From the line below that contains "Convert the street" to the line that contains "Input: one rendered", repeat every line exactly, both ends included, and nothing else.

Saved data entries:
Content starts
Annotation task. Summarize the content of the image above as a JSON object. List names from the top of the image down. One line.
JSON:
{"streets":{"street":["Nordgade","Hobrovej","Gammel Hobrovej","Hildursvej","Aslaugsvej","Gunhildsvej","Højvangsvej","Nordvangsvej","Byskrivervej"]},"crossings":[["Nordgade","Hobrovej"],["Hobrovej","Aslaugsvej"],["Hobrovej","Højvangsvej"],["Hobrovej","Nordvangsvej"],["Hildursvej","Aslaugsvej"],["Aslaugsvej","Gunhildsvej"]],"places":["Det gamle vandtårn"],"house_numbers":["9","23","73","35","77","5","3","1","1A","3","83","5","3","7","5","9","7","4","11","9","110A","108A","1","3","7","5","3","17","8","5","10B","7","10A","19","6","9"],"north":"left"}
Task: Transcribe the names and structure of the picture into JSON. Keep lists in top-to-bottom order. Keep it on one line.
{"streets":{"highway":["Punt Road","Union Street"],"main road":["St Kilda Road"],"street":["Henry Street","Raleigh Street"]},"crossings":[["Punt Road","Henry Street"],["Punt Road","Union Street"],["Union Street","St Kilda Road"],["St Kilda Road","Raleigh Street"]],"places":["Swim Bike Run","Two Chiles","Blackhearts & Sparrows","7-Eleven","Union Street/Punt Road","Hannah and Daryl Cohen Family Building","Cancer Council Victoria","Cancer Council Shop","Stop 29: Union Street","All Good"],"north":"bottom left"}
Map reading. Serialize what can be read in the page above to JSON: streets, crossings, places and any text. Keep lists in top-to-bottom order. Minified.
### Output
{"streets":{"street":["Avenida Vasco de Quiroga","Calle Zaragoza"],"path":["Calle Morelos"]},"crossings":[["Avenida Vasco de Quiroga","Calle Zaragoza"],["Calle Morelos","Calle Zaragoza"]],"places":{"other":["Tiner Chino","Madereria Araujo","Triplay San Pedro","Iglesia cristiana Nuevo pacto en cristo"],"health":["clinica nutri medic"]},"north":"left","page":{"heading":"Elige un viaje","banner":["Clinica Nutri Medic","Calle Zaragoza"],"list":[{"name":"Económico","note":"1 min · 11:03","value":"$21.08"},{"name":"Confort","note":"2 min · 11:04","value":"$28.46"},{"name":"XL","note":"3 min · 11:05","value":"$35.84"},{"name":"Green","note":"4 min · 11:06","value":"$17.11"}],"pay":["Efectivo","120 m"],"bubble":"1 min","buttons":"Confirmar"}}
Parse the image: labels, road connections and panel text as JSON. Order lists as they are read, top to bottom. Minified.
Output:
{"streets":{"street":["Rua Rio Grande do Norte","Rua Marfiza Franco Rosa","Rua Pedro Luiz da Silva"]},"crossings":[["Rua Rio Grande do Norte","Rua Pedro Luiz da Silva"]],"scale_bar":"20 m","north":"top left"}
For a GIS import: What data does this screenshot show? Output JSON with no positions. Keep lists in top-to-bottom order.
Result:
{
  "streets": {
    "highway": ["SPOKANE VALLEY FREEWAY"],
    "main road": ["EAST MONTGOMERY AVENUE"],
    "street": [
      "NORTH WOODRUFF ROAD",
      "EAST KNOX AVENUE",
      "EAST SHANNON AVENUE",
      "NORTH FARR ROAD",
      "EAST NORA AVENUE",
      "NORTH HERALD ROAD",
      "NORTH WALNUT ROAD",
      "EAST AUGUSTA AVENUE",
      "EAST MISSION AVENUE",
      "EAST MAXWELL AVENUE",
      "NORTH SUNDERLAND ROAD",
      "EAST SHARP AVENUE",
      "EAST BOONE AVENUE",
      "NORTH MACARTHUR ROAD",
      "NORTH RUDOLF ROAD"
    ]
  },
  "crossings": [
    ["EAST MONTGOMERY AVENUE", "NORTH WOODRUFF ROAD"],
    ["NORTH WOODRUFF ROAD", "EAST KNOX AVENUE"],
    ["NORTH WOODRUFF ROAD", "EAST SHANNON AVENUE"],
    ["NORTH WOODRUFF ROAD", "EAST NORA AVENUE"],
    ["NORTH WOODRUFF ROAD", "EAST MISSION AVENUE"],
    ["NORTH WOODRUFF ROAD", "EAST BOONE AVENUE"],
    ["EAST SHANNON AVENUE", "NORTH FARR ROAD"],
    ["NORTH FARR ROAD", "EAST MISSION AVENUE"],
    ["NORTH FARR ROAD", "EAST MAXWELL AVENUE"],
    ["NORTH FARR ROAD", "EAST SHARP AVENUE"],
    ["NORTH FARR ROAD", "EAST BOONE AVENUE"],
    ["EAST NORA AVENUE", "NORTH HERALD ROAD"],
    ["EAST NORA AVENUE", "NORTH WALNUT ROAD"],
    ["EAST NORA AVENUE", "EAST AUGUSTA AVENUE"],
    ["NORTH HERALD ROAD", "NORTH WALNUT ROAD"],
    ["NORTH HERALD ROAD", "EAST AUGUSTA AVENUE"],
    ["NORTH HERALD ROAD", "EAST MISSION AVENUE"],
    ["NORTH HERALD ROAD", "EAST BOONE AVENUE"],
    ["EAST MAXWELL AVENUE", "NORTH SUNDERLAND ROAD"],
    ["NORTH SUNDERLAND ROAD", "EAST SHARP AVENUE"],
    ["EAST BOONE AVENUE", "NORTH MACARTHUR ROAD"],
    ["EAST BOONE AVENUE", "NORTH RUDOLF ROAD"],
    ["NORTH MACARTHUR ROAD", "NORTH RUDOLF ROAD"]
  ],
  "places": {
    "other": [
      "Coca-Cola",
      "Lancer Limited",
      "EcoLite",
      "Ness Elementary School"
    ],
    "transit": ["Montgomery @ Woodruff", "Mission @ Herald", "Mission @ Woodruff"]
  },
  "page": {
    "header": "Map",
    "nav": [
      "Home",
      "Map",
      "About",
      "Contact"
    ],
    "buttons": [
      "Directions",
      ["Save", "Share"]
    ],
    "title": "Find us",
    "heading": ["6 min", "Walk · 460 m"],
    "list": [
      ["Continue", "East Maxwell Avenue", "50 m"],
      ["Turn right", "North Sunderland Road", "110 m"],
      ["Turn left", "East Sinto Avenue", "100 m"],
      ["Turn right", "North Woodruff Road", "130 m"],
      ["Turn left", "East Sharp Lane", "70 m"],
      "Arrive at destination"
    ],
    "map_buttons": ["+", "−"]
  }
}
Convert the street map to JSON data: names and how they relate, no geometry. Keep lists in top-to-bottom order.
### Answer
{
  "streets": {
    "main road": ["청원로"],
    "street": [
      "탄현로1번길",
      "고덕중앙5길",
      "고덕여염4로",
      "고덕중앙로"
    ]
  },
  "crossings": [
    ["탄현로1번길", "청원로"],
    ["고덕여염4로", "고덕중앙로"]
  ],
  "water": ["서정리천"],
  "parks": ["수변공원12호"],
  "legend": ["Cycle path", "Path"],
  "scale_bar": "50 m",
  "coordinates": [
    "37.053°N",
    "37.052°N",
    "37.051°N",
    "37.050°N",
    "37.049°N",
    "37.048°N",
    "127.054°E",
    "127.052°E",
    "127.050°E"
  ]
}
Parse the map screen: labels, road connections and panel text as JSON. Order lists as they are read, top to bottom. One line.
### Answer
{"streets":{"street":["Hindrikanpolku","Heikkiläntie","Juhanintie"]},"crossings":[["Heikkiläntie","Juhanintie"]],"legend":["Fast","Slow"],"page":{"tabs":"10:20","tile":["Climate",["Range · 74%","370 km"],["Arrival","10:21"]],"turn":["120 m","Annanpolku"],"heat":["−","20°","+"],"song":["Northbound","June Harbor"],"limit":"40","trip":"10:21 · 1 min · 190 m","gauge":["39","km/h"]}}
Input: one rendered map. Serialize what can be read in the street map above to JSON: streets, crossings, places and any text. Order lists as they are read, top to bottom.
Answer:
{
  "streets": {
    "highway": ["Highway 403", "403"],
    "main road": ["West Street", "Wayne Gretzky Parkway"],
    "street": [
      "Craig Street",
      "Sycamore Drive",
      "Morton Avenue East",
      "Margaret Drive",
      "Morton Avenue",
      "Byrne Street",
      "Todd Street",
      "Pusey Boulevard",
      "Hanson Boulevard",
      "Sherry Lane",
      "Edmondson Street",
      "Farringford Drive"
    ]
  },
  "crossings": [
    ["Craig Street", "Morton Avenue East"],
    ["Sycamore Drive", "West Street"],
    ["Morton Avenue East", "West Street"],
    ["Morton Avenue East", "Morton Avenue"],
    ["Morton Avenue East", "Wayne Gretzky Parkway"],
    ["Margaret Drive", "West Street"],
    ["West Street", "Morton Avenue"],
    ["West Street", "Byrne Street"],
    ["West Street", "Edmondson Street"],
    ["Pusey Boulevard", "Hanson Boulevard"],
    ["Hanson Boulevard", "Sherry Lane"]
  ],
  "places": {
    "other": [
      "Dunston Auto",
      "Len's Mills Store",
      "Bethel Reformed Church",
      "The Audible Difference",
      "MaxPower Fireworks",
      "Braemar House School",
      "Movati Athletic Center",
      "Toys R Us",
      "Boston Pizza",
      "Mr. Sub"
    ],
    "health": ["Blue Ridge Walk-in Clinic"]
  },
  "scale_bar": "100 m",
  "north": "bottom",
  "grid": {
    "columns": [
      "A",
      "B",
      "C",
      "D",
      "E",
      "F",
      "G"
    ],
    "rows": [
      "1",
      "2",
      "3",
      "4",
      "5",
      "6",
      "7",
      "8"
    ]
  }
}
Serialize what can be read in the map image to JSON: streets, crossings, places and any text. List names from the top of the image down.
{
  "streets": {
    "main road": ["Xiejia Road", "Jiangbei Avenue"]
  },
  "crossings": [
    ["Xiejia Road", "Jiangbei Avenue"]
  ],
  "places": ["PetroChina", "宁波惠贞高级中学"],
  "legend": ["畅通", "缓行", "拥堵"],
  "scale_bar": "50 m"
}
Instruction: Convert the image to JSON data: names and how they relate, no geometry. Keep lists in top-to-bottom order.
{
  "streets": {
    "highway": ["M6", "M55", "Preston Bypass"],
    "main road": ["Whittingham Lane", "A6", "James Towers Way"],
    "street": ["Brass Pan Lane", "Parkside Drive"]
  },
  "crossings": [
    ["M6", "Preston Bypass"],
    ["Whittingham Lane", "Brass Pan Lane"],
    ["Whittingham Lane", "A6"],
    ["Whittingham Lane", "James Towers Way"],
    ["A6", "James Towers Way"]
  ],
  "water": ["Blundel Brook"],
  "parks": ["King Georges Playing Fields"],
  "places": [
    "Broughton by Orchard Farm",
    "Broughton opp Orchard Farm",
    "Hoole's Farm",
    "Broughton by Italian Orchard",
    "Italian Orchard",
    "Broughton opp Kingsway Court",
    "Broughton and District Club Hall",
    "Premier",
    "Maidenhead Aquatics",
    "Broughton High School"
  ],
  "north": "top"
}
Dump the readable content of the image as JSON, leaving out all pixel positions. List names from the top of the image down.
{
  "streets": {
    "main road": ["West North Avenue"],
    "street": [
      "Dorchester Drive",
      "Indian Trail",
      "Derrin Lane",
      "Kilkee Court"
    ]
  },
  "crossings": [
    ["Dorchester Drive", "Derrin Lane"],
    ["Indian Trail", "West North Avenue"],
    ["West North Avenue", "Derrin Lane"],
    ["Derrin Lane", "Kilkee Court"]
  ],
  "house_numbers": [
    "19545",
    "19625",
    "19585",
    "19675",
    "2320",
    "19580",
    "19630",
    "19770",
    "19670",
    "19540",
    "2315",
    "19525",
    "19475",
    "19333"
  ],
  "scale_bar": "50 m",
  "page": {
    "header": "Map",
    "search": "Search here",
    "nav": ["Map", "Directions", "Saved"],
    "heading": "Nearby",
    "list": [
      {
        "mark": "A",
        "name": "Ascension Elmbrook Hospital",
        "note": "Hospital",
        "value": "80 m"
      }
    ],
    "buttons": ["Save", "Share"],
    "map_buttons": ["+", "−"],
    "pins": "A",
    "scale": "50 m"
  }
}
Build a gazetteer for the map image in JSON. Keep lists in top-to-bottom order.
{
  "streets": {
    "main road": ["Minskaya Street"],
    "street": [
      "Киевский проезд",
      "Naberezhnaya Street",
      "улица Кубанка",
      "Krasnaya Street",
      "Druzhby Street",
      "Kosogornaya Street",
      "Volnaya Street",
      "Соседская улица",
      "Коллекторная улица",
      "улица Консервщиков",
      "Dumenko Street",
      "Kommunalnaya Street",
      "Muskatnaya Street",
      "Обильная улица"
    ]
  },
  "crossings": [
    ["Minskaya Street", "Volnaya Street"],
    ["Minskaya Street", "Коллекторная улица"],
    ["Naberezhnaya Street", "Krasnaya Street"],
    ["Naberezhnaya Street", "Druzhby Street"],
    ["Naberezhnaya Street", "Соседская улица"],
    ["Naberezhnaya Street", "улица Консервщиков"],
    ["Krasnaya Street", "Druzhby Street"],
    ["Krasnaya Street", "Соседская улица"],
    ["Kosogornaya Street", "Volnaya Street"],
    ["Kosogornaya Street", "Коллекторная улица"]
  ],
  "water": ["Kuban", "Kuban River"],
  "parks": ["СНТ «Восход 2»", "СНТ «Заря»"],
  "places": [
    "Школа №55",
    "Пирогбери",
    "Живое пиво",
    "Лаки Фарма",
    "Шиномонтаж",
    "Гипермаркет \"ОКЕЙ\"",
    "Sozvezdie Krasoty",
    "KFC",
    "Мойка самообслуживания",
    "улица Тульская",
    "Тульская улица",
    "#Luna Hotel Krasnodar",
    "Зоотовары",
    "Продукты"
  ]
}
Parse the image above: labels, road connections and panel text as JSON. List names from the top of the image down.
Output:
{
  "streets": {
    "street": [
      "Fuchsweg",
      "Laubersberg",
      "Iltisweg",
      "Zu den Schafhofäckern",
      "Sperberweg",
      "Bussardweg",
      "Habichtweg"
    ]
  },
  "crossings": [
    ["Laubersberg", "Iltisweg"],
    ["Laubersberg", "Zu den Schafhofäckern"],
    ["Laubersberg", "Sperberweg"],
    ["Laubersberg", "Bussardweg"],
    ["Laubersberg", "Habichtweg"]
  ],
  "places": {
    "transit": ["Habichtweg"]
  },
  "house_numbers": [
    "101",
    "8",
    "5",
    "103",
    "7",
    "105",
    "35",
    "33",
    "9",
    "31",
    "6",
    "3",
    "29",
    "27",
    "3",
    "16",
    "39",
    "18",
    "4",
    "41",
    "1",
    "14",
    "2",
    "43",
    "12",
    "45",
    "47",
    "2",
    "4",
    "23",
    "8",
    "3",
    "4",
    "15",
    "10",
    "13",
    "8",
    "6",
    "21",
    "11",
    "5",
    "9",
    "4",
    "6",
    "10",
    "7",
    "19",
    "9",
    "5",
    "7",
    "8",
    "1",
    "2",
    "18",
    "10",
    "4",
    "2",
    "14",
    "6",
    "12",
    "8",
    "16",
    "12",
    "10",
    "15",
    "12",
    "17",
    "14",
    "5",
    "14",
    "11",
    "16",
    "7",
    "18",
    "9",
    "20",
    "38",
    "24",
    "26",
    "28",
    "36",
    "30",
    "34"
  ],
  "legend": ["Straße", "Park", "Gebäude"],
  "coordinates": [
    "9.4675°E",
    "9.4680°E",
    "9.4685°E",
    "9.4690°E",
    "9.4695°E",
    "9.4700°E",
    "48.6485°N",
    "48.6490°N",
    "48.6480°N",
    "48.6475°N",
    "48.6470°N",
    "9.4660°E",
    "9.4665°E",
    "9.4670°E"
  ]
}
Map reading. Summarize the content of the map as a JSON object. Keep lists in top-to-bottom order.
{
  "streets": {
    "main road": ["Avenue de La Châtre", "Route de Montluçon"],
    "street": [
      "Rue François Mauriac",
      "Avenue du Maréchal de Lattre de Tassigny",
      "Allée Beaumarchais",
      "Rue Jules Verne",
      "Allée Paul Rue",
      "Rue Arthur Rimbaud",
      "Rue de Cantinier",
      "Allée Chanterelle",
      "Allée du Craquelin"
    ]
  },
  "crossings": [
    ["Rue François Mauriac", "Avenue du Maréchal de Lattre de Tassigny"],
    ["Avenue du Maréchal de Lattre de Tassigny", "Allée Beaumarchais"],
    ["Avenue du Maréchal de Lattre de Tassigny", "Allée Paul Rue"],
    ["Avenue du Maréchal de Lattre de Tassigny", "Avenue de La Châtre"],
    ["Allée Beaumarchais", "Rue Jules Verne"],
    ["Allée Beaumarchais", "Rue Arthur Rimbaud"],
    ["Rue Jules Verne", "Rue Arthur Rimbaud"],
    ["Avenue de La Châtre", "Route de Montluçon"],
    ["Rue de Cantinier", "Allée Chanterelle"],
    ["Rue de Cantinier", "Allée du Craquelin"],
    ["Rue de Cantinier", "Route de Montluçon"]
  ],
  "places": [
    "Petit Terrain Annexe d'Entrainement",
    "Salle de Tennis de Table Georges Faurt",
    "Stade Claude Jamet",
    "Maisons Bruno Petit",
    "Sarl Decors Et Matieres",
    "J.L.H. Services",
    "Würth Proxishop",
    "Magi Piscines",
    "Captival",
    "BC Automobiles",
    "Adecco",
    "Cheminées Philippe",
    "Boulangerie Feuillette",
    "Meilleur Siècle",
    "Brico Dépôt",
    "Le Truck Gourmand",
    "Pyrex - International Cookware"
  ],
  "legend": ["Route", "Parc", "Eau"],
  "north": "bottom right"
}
Content ends
### Solution for this exercise
Convert the street map to JSON data: names and how they relate, no geometry. Keep lists in top-to-bottom order.
### Answer
{
  "streets": {
    "main road": ["청원로"],
    "street": [
      "탄현로1번길",
      "고덕중앙5길",
      "고덕여염4로",
      "고덕중앙로"
    ]
  },
  "crossings": [
    ["탄현로1번길", "청원로"],
    ["고덕여염4로", "고덕중앙로"]
  ],
  "water": ["서정리천"],
  "parks": ["수변공원12호"],
  "legend": ["Cycle path", "Path"],
  "scale_bar": "50 m",
  "coordinates": [
    "37.053°N",
    "37.052°N",
    "37.051°N",
    "37.050°N",
    "37.049°N",
    "37.048°N",
    "127.054°E",
    "127.052°E",
    "127.050°E"
  ]
}
Parse the map screen: labels, road connections and panel text as JSON. Order lists as they are read, top to bottom. One line.
### Answer
{"streets":{"street":["Hindrikanpolku","Heikkiläntie","Juhanintie"]},"crossings":[["Heikkiläntie","Juhanintie"]],"legend":["Fast","Slow"],"page":{"tabs":"10:20","tile":["Climate",["Range · 74%","370 km"],["Arrival","10:21"]],"turn":["120 m","Annanpolku"],"heat":["−","20°","+"],"song":["Northbound","June Harbor"],"limit":"40","trip":"10:21 · 1 min · 190 m","gauge":["39","km/h"]}}
Input: one rendered map. Serialize what can be read in the street map above to JSON: streets, crossings, places and any text. Order lists as they are read, top to bottom.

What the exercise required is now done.